Finding steady-state probability of a Markov chain

Question

Let $X_{n}$ be a Markov chain on state space $S = \{ 1,2 \dots, 23 \}$ with transition probability given by

$p_{i,i+1}= p_{i,i-1} = \frac {1}{2} \ \ \forall \ 2\le i \le 22 , $

$ p_{1,2}= p_{1,23} = \frac {1}{2} $

$ p_{23,1}= p_{23,22} = \frac {1}{2} $

then we need to show that $P(X_n=i) = \frac {1}{23} $.

attempt :

( i thought of many results that i know but i could not figure it out )

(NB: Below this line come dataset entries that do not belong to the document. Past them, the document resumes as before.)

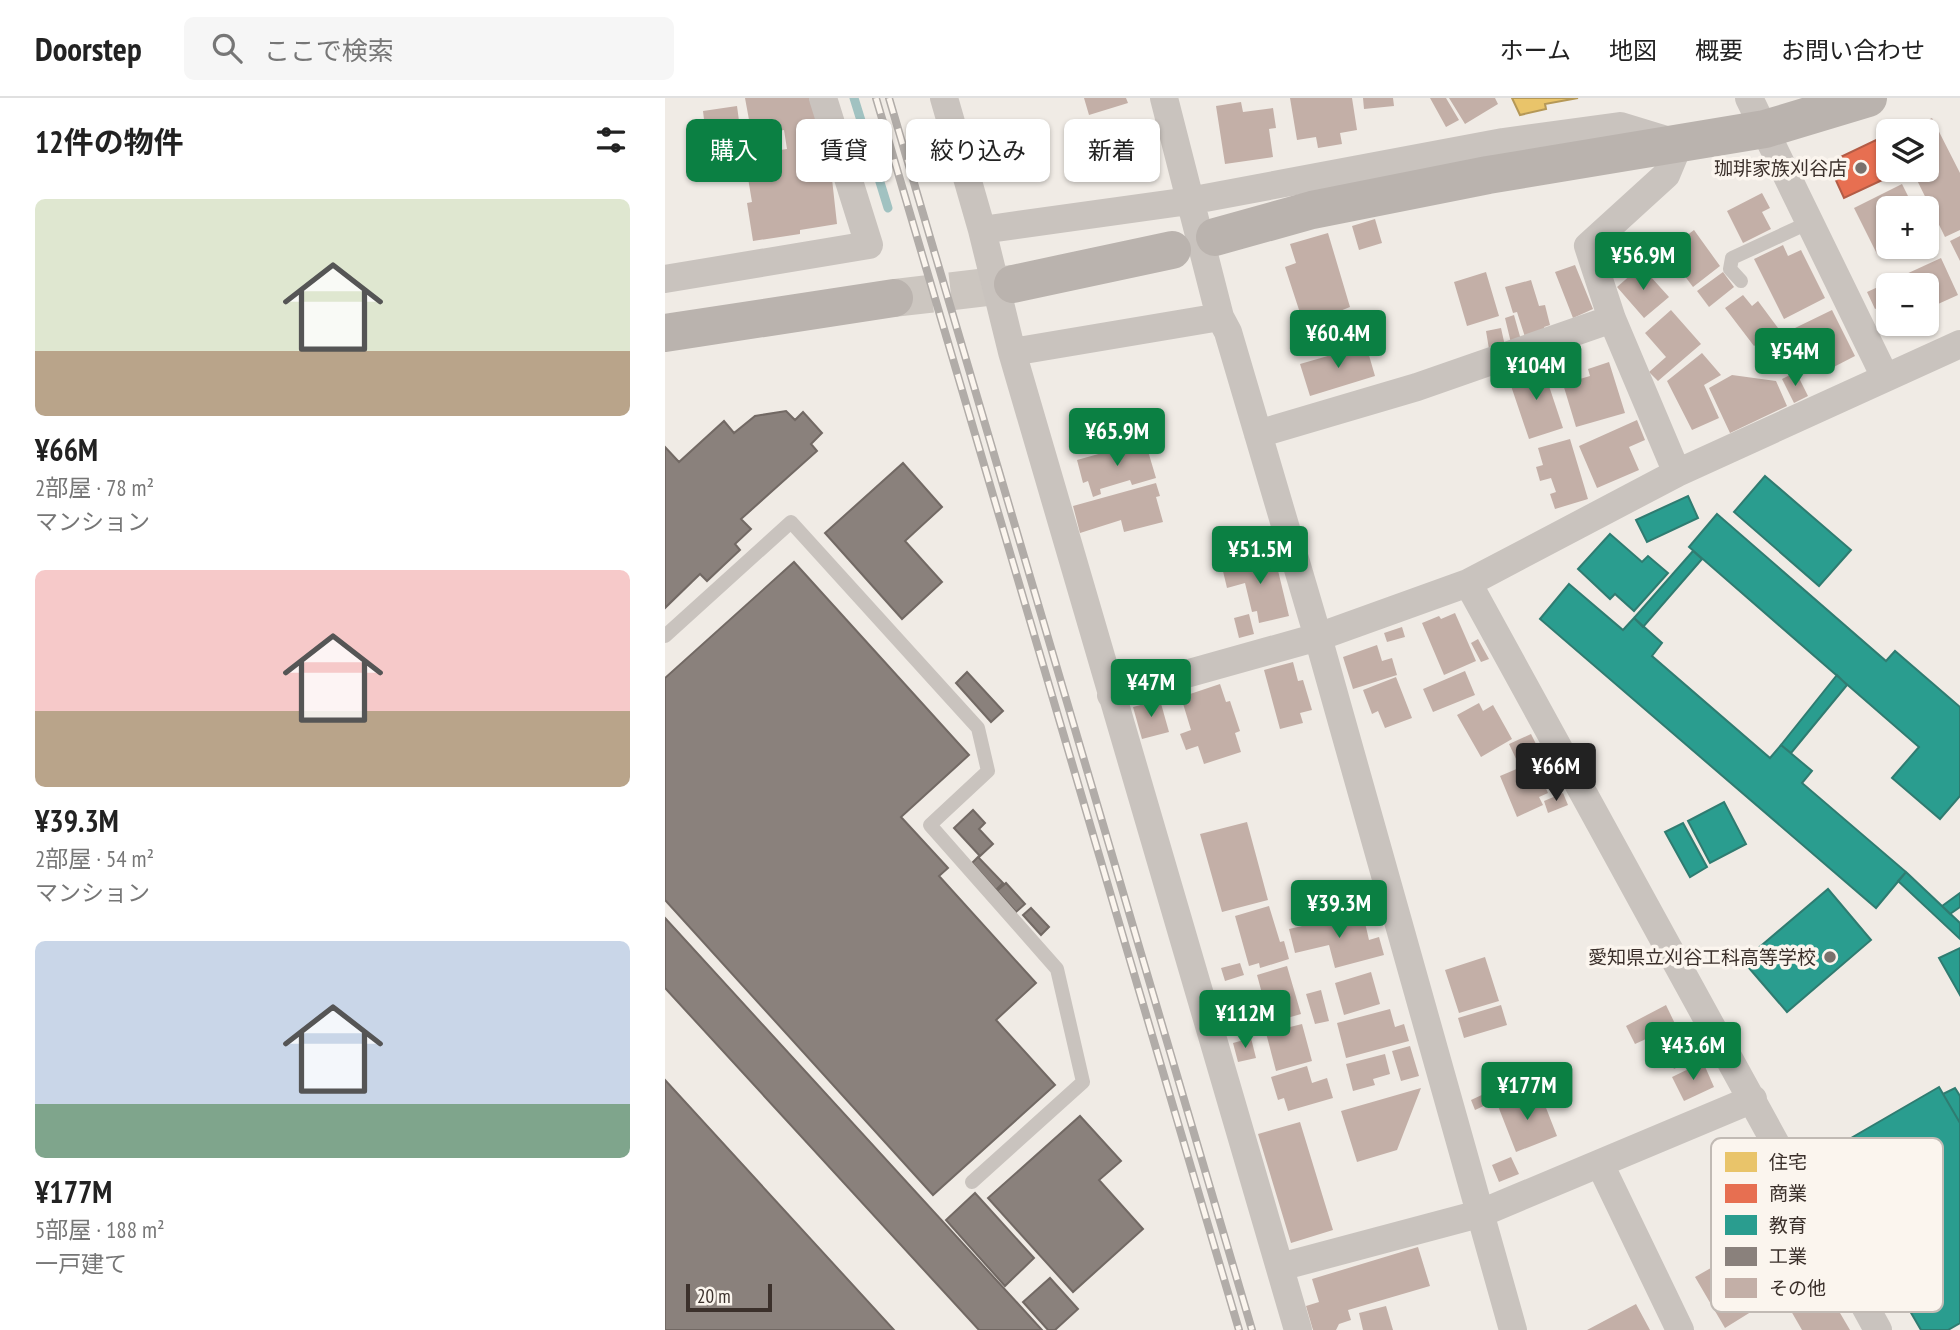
<!DOCTYPE html>
<html lang="ja">
<head>
<meta charset="utf-8">
<style>
  body { margin:0; font-family:"PT Sans Narrow","Noto Sans JP",sans-serif; background:#f6f6f6; color:#222; height:100vh; display:flex; flex-direction:column; font-size:26px; white-space:nowrap }
  * { box-sizing:border-box; margin:0 }
  p { font-size:23px; color:#767676 }
  .icon { flex:none; width:38px; height:38px; fill:none; stroke:currentColor; stroke-width:2; stroke-linecap:round; stroke-linejoin:round }
  .map { position:relative; flex:1; overflow:hidden }
  .sheet { display:flex; flex-direction:column; background:#fff; width:665px }
  .sheet>* { flex:none }
  .guide { position:absolute; left:21px; top:21px; width:665px; height:63px; display:flex; gap:14px }
  .tools { position:absolute; left:1211px; top:21px; display:grid; gap:14px }
  .tools a { display:grid; place-items:center; width:63px; height:63px; border-radius:10px; background:#fff; box-shadow:0 2px 5px #0004; font-size:35px }
  .scale { position:absolute; left:21px; bottom:18px; width:86px; box-sizing:border-box; padding-left:7px; border:4px solid #3b302b; border-top:0; font-size:19px; line-height:24px; white-space:nowrap; color:#3b302b; -webkit-text-stroke:5px #fbf5ee; paint-order:stroke }
  .price { position:absolute; translate:-50% -60px; padding:0 16px; border-radius:7px; background:#0b8043; color:#fff; font-size:23px; line-height:46px; filter:drop-shadow(0 2px 4px #0008) }
  .price::after { content:''; position:absolute; left:50%; top:42px; width:21px; height:16px; margin-left:-10px; background:inherit; clip-path:polygon(0 0,100% 0,50% 100%) }
  .price.selected { background:#222; color:#fff }
  ul { padding:0; list-style:none }
  li { display:grid; align-content:center; gap:14px; height:371px; padding:0 35px }
  li span { display:grid; place-items:center; height:217px; border-radius:10px; color:#555 }
  li>.icon { margin-inline-start:auto }
  span .icon { width:126px; height:126px; fill:#fffc; stroke-width:1 }
  li b { font-size:30px }
  h2 { display:flex; justify-content:space-between; align-items:center; height:84px; padding:0 35px; font-size:30px }
  .chip { padding:0 24px; border-radius:10px; background:#fff; box-shadow:0 2px 5px #0004; font-size:24px; line-height:63px }
  .chip.selected { background:#0b8043; color:#fff }
  header { display:flex; align-items:center; gap:42px; box-sizing:border-box; height:98px; padding:0 35px; background:#fff; border-bottom:2px solid #e0e0e0 }
  header strong { font-size:33px }
  nav { display:flex; gap:38px; margin-inline-start:auto; font-size:24px }
  .search { width:490px; height:63px; background:#f6f6f6; display:flex; align-items:center; gap:18px; box-sizing:border-box; padding:0 24px; border-radius:10px; color:#767676; font-size:26px }
  main { display:flex; flex:1; min-height:0 }
  .map>svg:first-child { display:block }
</style>
</head>
<body>
<header>
<strong>Doorstep</strong>
<div class="search"><svg class="icon" aria-label="search" viewBox="0 0 24 24"><circle cx="10" cy="10" r="6"/><path d="M15 15l6 6"/></svg>ここで検索</div>
<nav><a>ホーム</a><a>地図</a><a>概要</a><a>お問い合わせ</a></nav>
</header>
<main>
<section class="sheet">
<h2>12件の物件<svg class="icon" aria-label="filters" viewBox="0 0 24 24"><path d="M4 7h16M4 17h16"/><circle cx="9" cy="7" r="2"/><circle cx="15" cy="17" r="2"/></svg></h2>
<ul>
<li><span style="background:linear-gradient(#dfe7d0 70%,#b9a48a 0)"><svg class="icon" aria-label="home" viewBox="0 0 24 24"><path d="M3 11l9-7 9 7M6 9v11h12V9"/></svg></span><div><b>¥66M</b><p>2部屋 · 78 m²</p><p>マンション</p></div></li>
<li><span style="background:linear-gradient(#f6c9c9 65%,#b9a48a 0)"><svg class="icon" aria-label="home" viewBox="0 0 24 24"><path d="M3 11l9-7 9 7M6 9v11h12V9"/></svg></span><div><b>¥39.3M</b><p>2部屋 · 54 m²</p><p>マンション</p></div></li>
<li><span style="background:linear-gradient(#c9d6e8 75%,#7fa58c 0)"><svg class="icon" aria-label="home" viewBox="0 0 24 24"><path d="M3 11l9-7 9 7M6 9v11h12V9"/></svg></span><div><b>¥177M</b><p>5部屋 · 188 m²</p><p>一戸建て</p></div></li>
</ul>
</section>
<div class="map">
<svg width="1295" height="1232" viewBox="0 0 1295 1232">
  <rect width="100%" height="100%" fill="#f0ebe5"/>
  <path fill="#e9c46a" stroke="#b59857" stroke-width="2" d="M 847,0 L 913,0 L 880,6 L 881,11 L 855,17 Z"/>
  <path fill="#e76f51" stroke="#b35c46" stroke-width="2" d="M 1211,42 L 1223,67 L 1223,72 L 1225,72 L 1228,77 L 1179,100 L 1163,65 Z"/>
  <path fill="#2a9d8f" stroke="#2f7c71" stroke-width="2" d="M 1100,378 L 1186,452 L 1154,488 L 1069,414 Z
    M 1023,398 L 1033,420 L 982,444 L 971,422 Z
    M 1052,416 L 1221,563 L 1230,553 L 1295,609 L 1295,698 L 1275,721 L 1227,680 L 1254,649 L 1024,449 Z
    M 945,436 L 977,464 L 983,458 L 1003,475 L 969,513 L 950,496 L 945,501 L 913,471 Z
    M 1028,453 L 1037,461 L 978,529 L 969,520 Z
    M 904,486 L 958,532 L 969,520 L 997,545 L 987,558 L 1105,660 L 1116,647 L 1147,673 L 1137,685 L 1241,774 L 1211,810 L 875,521 Z
    M 1172,577 L 1182,587 L 1126,655 L 1116,647 Z
    M 1059,704 L 1081,746 L 1045,765 L 1023,723 Z
    M 1018,725 L 1042,769 L 1025,779 L 1000,734 Z
    M 1241,774 L 1295,825 L 1295,841 L 1233,783 Z
    M 1163,791 L 1206,842 L 1122,914 L 1078,863 Z
    M 1295,795 L 1295,809 L 1285,816 L 1277,808 Z
    M 1295,850 L 1295,897 L 1274,860 Z
    M 1274,989 L 1295,1025 L 1295,1225 L 1283,1232 L 1256,1232 L 1155,1058 Z
    M 1290,990 L 1295,998 L 1295,1025 L 1278,996 Z"/>
  <path fill="#8a817c" stroke="#726964" stroke-width="2" d="M 121,313 L 130,322 L 138,314 L 157,335 L 146,346 L 152,353 L 76,421 L 86,431 L 70,446 L 75,452 L 42,483 L 35,476 L 0,510 L 0,349 L 14,364 L 59,323 L 69,335 L 90,318 Z
    M 238,365 L 277,409 L 240,443 L 277,484 L 237,521 L 160,435 Z
    M 129,464 L 304,657 L 236,719 L 283,770 L 274,778 L 371,885 L 331,922 L 390,987 L 268,1097 L 0,802 L 0,580 Z
    M 302,574 L 338,613 L 326,624 L 291,585 Z
    M 308,712 L 320,725 L 314,731 L 328,746 L 315,758 L 289,730 Z
    M 313,759 L 338,785 L 331,792 L 307,765 Z
    M 341,785 L 360,806 L 351,814 L 332,793 Z
    M 366,810 L 384,829 L 376,837 L 358,817 Z
    M 0,820 L 377,1232 L 314,1232 L 0,890 Z
    M 0,982 L 229,1232 L 0,1232 Z
    M 415,1018 L 456,1063 L 434,1082 L 478,1131 L 408,1194 L 323,1100 Z
    M 310,1095 L 369,1160 L 340,1188 L 281,1122 Z
    M 385,1180 L 413,1211 L 390,1232 L 383,1232 L 358,1204 Z"/>
  <g fill="none" stroke-linecap="round" stroke-linejoin="round">
    <path stroke="#a1c2c1" stroke-width="9" d="M 189,0 L 223,110"/>
  </g>
  <path fill="#c3afa7" d="M 80,0 L 144,0 L 165,63 L 172,126 L 135,132 L 135,136 L 88,143 L 82,105 L 87,104 L 81,68 L 85,67 L 83,57 L 122,51 L 119,32 L 87,38 Z
    M 419,0 L 461,0 L 463,5 L 424,17 Z
    M 625,0 L 687,0 L 692,32 L 675,35 L 677,46 L 653,50 L 651,39 L 632,42 Z
    M 698,0 L 728,0 L 729,8 L 699,11 Z
    M 765,0 L 781,0 L 794,22 L 781,29 Z
    M 784,0 L 830,0 L 833,6 L 800,26 Z
    M 576,4 L 578,14 L 608,10 L 611,30 L 604,31 L 608,59 L 560,66 L 551,8 Z
    M 72,8 L 79,60 L 74,60 L 76,77 L 46,81 L 38,13 Z
    M 1267,20 L 1295,75 L 1295,132 L 1280,139 L 1247,72 L 1262,72 L 1262,33 L 1240,33 Z
    M 1237,86 L 1249,110 L 1223,110 L 1223,150 L 1212,156 L 1189,110 Z
    M 1097,95 L 1105,110 L 1097,114 L 1106,131 L 1078,145 L 1062,113 Z
    M 710,121 L 717,145 L 694,152 L 687,128 Z
    M 1029,132 L 1055,168 L 1028,189 L 1001,153 Z
    M 663,135 L 685,209 L 675,213 L 681,234 L 651,243 L 642,216 L 636,218 L 620,169 L 631,165 L 625,146 Z
    M 1295,138 L 1295,163 L 1285,143 Z
    M 959,140 L 969,155 L 960,161 L 950,145 Z
    M 1118,147 L 1123,158 L 1136,152 L 1160,200 L 1119,221 L 1089,161 Z
    M 1276,160 L 1293,197 L 1262,211 L 1262,187 L 1223,187 L 1223,205 L 1210,211 L 1202,194 Z
    M 910,167 L 928,211 L 908,220 L 890,174 Z
    M 976,168 L 1004,199 L 979,220 L 952,189 Z
    M 821,174 L 834,218 L 802,228 L 789,184 Z
    M 1058,174 L 1069,189 L 1044,209 L 1032,193 Z
    M 866,182 L 874,208 L 880,207 L 885,227 L 879,229 L 880,232 L 860,239 L 852,214 L 848,215 L 840,189 Z
    M 1078,197 L 1087,208 L 1093,203 L 1113,230 L 1089,248 L 1060,210 Z
    M 1006,212 L 1036,246 L 993,283 L 984,274 L 1001,259 L 980,235 Z
    M 1167,212 L 1190,258 L 1157,275 L 1151,263 L 1147,264 L 1130,230 Z
    M 849,217 L 856,242 L 846,245 L 840,220 Z
    M 836,230 L 840,248 L 824,251 L 821,233 Z
    M 701,247 L 710,278 L 645,298 L 635,266 Z
    M 1037,255 L 1056,277 L 1039,287 L 1054,320 L 1027,332 L 1002,283 Z
    M 944,264 L 960,315 L 911,329 L 898,286 L 925,278 L 923,271 Z
    M 877,267 L 898,330 L 864,341 L 843,279 Z
    M 1131,274 L 1143,298 L 1129,305 L 1117,281 Z
    M 1067,277 L 1111,283 L 1122,308 L 1065,335 L 1044,290 Z
    M 972,322 L 980,342 L 964,349 L 974,372 L 932,390 L 914,348 Z
    M 905,341 L 923,401 L 890,411 L 885,396 L 891,394 L 886,380 L 875,383 L 871,369 L 878,367 L 873,350 Z
    M 480,343 L 491,380 L 467,387 L 465,382 L 435,391 L 436,396 L 428,399 L 423,383 L 418,385 L 412,362 Z
    M 491,385 L 495,398 L 491,399 L 498,424 L 459,434 L 456,422 L 415,435 L 408,408 Z
    M 609,456 L 624,518 L 594,525 L 592,513 L 587,514 L 580,485 L 562,490 L 557,469 Z
    M 790,515 L 811,563 L 779,577 L 757,525 L 774,518 L 776,521 Z
    M 584,516 L 589,536 L 574,540 L 569,520 Z
    M 737,529 L 740,539 L 722,544 L 719,535 Z
    M 813,541 L 824,561 L 816,564 L 806,545 Z
    M 712,547 L 717,563 L 727,560 L 732,577 L 688,591 L 678,559 Z
    M 628,564 L 633,583 L 638,582 L 647,612 L 635,615 L 638,625 L 615,631 L 599,572 Z
    M 800,573 L 810,597 L 768,614 L 758,591 Z
    M 731,579 L 747,620 L 720,630 L 713,613 L 707,616 L 698,592 Z
    M 555,586 L 561,604 L 565,603 L 575,633 L 570,635 L 576,654 L 539,666 L 533,648 L 521,652 L 515,636 L 526,632 L 516,599 Z
    M 495,602 L 504,634 L 477,641 L 468,609 Z
    M 814,605 L 818,613 L 828,607 L 847,641 L 816,659 L 792,617 Z
    M 866,636 L 875,654 L 853,665 L 844,646 Z
    M 878,660 L 885,675 L 876,679 L 883,695 L 874,699 L 878,707 L 852,719 L 835,678 Z
    M 898,695 L 903,707 L 883,715 L 879,703 Z
    M 582,724 L 603,802 L 557,814 L 535,736 Z
    M 604,808 L 615,844 L 619,843 L 624,861 L 595,870 L 594,865 L 584,868 L 570,818 Z
    M 698,816 L 704,842 L 714,839 L 719,857 L 670,870 L 664,847 L 630,855 L 624,831 L 659,823 L 659,826 Z
    M 820,859 L 834,903 L 794,915 L 780,872 Z
    M 575,865 L 579,877 L 560,883 L 556,870 Z
    M 622,868 L 636,916 L 605,925 L 592,877 Z
    M 706,874 L 715,906 L 679,917 L 670,885 Z
    M 656,892 L 664,923 L 650,926 L 641,896 Z
    M 836,907 L 842,927 L 799,940 L 793,920 Z
    M 1001,907 L 1013,932 L 1023,927 L 1038,956 L 1009,971 L 992,936 L 970,946 L 961,928 Z
    M 725,911 L 730,929 L 739,926 L 744,943 L 681,960 L 672,925 Z
    M 637,926 L 647,963 L 611,973 L 601,935 Z
    M 586,940 L 591,960 L 573,964 L 568,945 Z
    M 745,948 L 754,978 L 736,983 L 727,953 Z
    M 720,956 L 725,976 L 708,981 L 710,987 L 688,993 L 681,966 Z
    M 1038,964 L 1049,989 L 1019,1003 L 1007,979 Z
    M 642,968 L 647,985 L 662,980 L 668,1000 L 623,1013 L 619,1000 L 613,1002 L 606,979 Z
    M 864,975 L 869,987 L 848,996 L 842,984 Z
    M 838,987 L 843,997 L 810,1012 L 806,1002 Z
    M 756,990 L 732,1052 L 692,1064 L 676,1013 Z
    M 861,997 L 863,1002 L 876,997 L 892,1038 L 851,1054 L 833,1008 Z
    M 635,1024 L 668,1132 L 626,1145 L 593,1036 Z
    M 846,1059 L 854,1076 L 834,1084 L 827,1067 Z
    M 753,1149 L 765,1188 L 683,1212 L 686,1222 L 674,1226 L 671,1232 L 648,1232 L 641,1208 L 654,1204 L 647,1181 Z
    M 1060,1162 L 1089,1212 L 1060,1230 L 1030,1179 Z
    M 1158,1186 L 1185,1232 L 1137,1232 L 1122,1206 Z
    M 971,1206 L 985,1232 L 922,1232 Z
    M 721,1208 L 728,1232 L 698,1232 L 694,1215 Z"/>
  <g fill="none" stroke-linecap="round" stroke-linejoin="round">
    <path stroke="#ccc6c0" stroke-width="38" stroke-dasharray="38 19" stroke-linecap="butt" d="M 229,200 L 348,186"/>
    <path stroke="#c9c3be" stroke-width="14" d="M 1076,183 L 1065,171 L 1067,160 L 1145,124
      M 0,538 L 126,424 L 313,630 L 323,673 L 265,727 L 392,871 L 418,984 L 307,1084"/>
    <path stroke="#c9c3be" stroke-width="28" d="M 279,0 L 317,132 L 347,254 L 633,1232
      M 499,0 L 555,219 L 563,234 L 653,539 L 848,1232
      M 1084,0 L 1220,279
      M 317,132 L 524,103 L 838,44 L 955,28 L 1014,46 L 1001,77 L 923,148 L 947,221 L 1012,375
      M 0,181 L 204,147 L 158,0
      M 347,254 L 555,219
      M 593,336 L 752,289 L 947,221
      M 803,485 L 1213,1232
      M 446,597 L 653,539 L 803,485 L 1012,375 L 1295,246
      M 935,1066 L 1015,1232
      M 615,1169 L 814,1116 L 1088,1001"/>
    <path stroke="#bab3ae" stroke-width="38" d="M 550,139 L 647,112 L 823,77 L 1100,31 L 1203,0
      M 348,186 L 507,152
      M 0,235 L 229,200"/>
    <g stroke="#b1aca8" stroke-width="8">
      <path id="rail" d="M 211,0 L 574,1232
        M 224,0 L 587,1232"/>
    </g>
    <use href="#rail" stroke="#fbf5ee" stroke-width="5" stroke-dasharray="16" stroke-linecap="butt"/>
  </g>
  <g fill="#7a716c" stroke="#fbf5ee" stroke-width="2.5">
    <circle cx="1196" cy="70" r="7"/>
    <circle cx="1165" cy="859" r="7"/>
  </g>
  <g text-anchor="middle" stroke-width="7" stroke-linejoin="round" paint-order="stroke">
    <g font-size="19" fill="#3b302b" stroke="#fbf5ee" text-anchor="end">
      <text x="1182" y="77">珈琲家族刈谷店</text>
      <text x="1151" y="866">愛知県立刈谷工科高等学校</text>
    </g>
  </g>
  <rect x="1046" y="1040" width="232" height="174" rx="10" fill="#fbf5ee" stroke="#c1bab4" stroke-width="2"/>
  <rect x="1060" y="1054" width="32" height="20" fill="#e9c46a"/>
  <rect x="1060" y="1086" width="32" height="19" fill="#e76f51"/>
  <rect x="1060" y="1117" width="32" height="20" fill="#2a9d8f"/>
  <rect x="1060" y="1149" width="32" height="19" fill="#8a817c"/>
  <rect x="1060" y="1180" width="32" height="20" fill="#c3afa7"/>
  <g font-size="19" fill="#3b302b">
    <text x="1104" y="1071">住宅</text>
    <text x="1104" y="1102">商業</text>
    <text x="1104" y="1134">教育</text>
    <text x="1104" y="1165">工業</text>
    <text x="1104" y="1197">その他</text>
  </g>
</svg>
<div class="tools">
<a><svg class="icon" aria-label="layers" viewBox="0 0 24 24"><path d="M12 4l9 5-9 5-9-5zM3 14l9 5 9-5"/></svg></a>
<a>+</a>
<a>−</a>
</div>
<div class="scale">20 m</div>
<b class="price" style="left:978px;top:194px">¥56.9M</b>
<b class="price" style="left:673px;top:272px">¥60.4M</b>
<b class="price" style="left:1130px;top:290px">¥54M</b>
<b class="price" style="left:871px;top:304px">¥104M</b>
<b class="price" style="left:452px;top:370px">¥65.9M</b>
<b class="price" style="left:595px;top:488px">¥51.5M</b>
<b class="price" style="left:486px;top:621px">¥47M</b>
<b class="price selected" style="left:891px;top:705px">¥66M</b>
<b class="price" style="left:674px;top:842px">¥39.3M</b>
<b class="price" style="left:580px;top:952px">¥112M</b>
<b class="price" style="left:1028px;top:984px">¥43.6M</b>
<b class="price" style="left:862px;top:1024px">¥177M</b>
<div class="guide">
<a class="chip selected">購入</a>
<a class="chip">賃貸</a>
<a class="chip">絞り込み</a>
<a class="chip">新着</a>
</div>
</div>
</main>
</body>
</html>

i tried to solve equations

$\pi_1 = \frac {1}{2} \pi_2 + \frac {1}{2} \pi_{23} $

$\pi_2 = \frac {1}{2} \pi_1 + \frac {1}{2} \pi_3 $

..

..

$ \pi_{23} = \frac {1}{2} \pi_1 + \frac {1}{2} \pi_{22} $

but this seems confusing. Please suggest a proper method .

Answer 1

Note that $p(X_n=i)=\frac{1}{23}$ suggests that the distribution is independent of $n$ a result which You already used implicitly when you wrote $\pi P=\pi$ where $\pi$ is a vector and $P$ is the $23\times23$ transition matrix. This suggests that $\pi_n$ converge towards stationary distribution as $n\rightarrow \infty$ and that $\pi$ is the steady-state probability. Consider how You would compute $\pi$ as a result of infinite number of transitions. In particular, consider that $\pi_n=\pi_0 P^n$ and that $\lim_{n\rightarrow \infty} \pi_0 P^n= \lim_{n\rightarrow \infty} P^n= \pi$. You can then use the last equality to compute $\pi$ and to show that $\pi_i=\frac{1}{23}$.